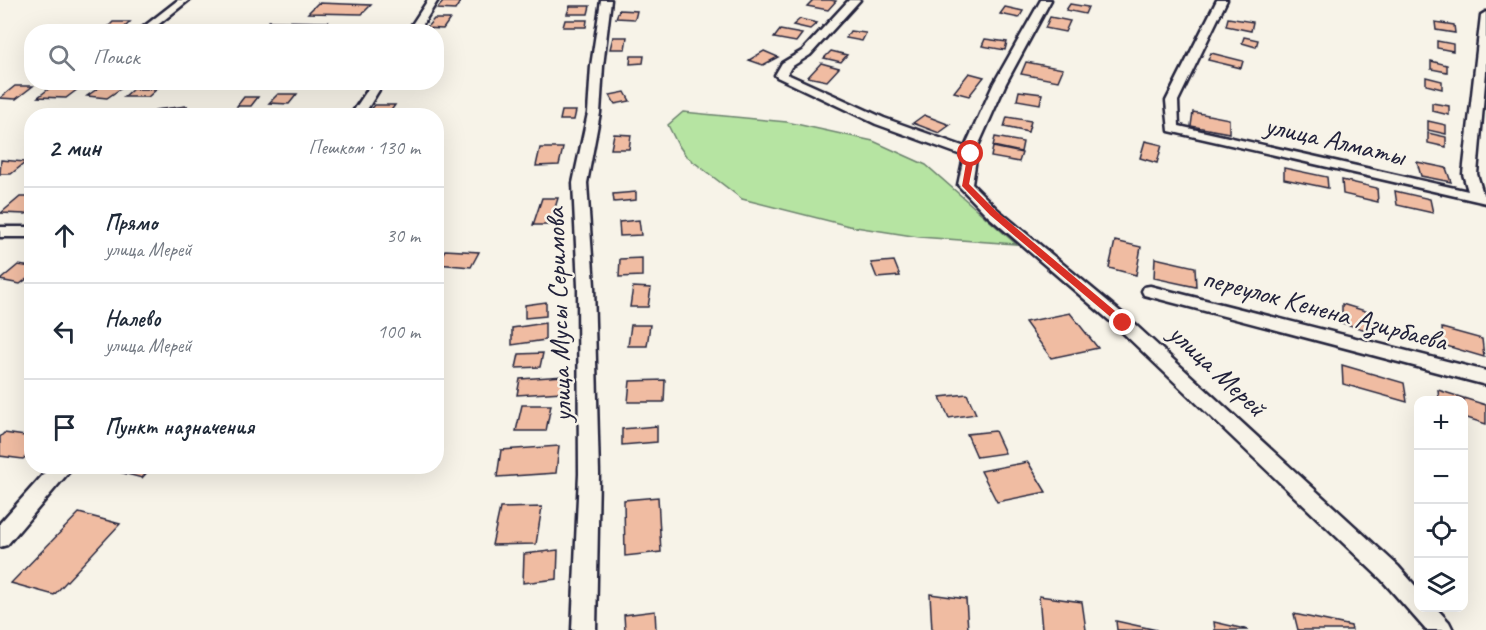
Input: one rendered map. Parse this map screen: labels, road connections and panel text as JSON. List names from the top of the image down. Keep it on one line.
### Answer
{"streets":{"street":["улица Алматы","переулок Кенена Азирбаева","улица Мусы Серимова","улица Мерей"]},"page":{"search":"Поиск","heading":["2 мин","Пешком · 130 m"],"list":[["Прямо","улица Мерей","30 m"],["Налево","улица Мерей","100 m"],"Пункт назначения"],"map_buttons":["+","−"]}}
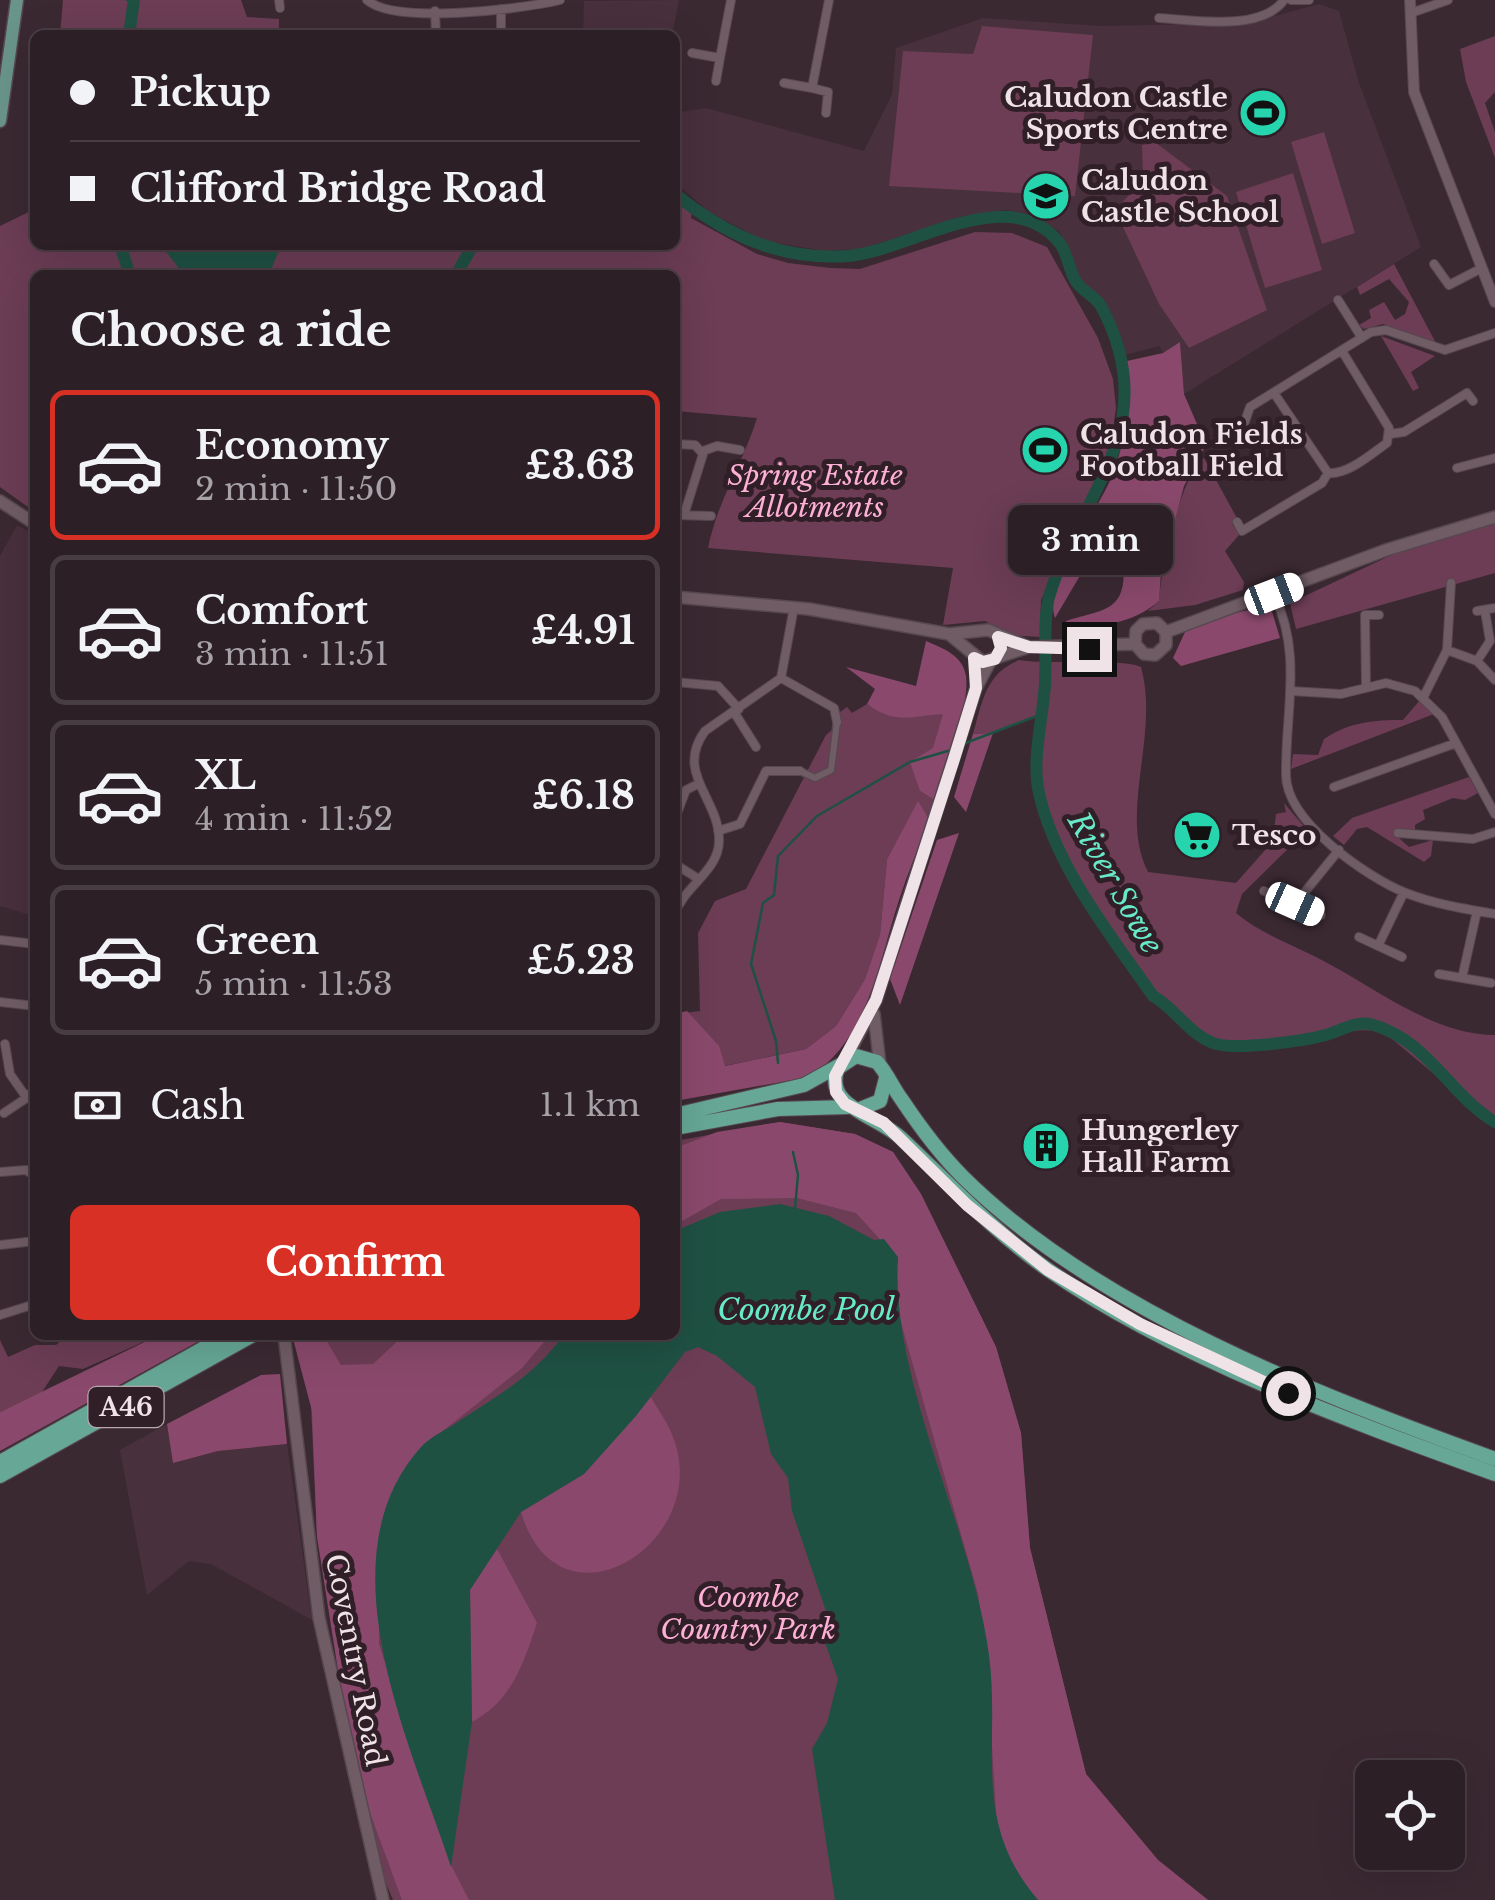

• INSTRUCTIONS TO FOLLOW:
Repeat the data word for word. Skip the pictures.

• PROBLEM SOLUTION:
Input: one rendered map. Parse this map screen: labels, road connections and panel text as JSON. List names from the top of the image down. Keep it on one line.
### Answer
{"streets":{"street":["улица Алматы","переулок Кенена Азирбаева","улица Мусы Серимова","улица Мерей"]},"page":{"search":"Поиск","heading":["2 мин","Пешком · 130 m"],"list":[["Прямо","улица Мерей","30 m"],["Налево","улица Мерей","100 m"],"Пункт назначения"],"map_buttons":["+","−"]}}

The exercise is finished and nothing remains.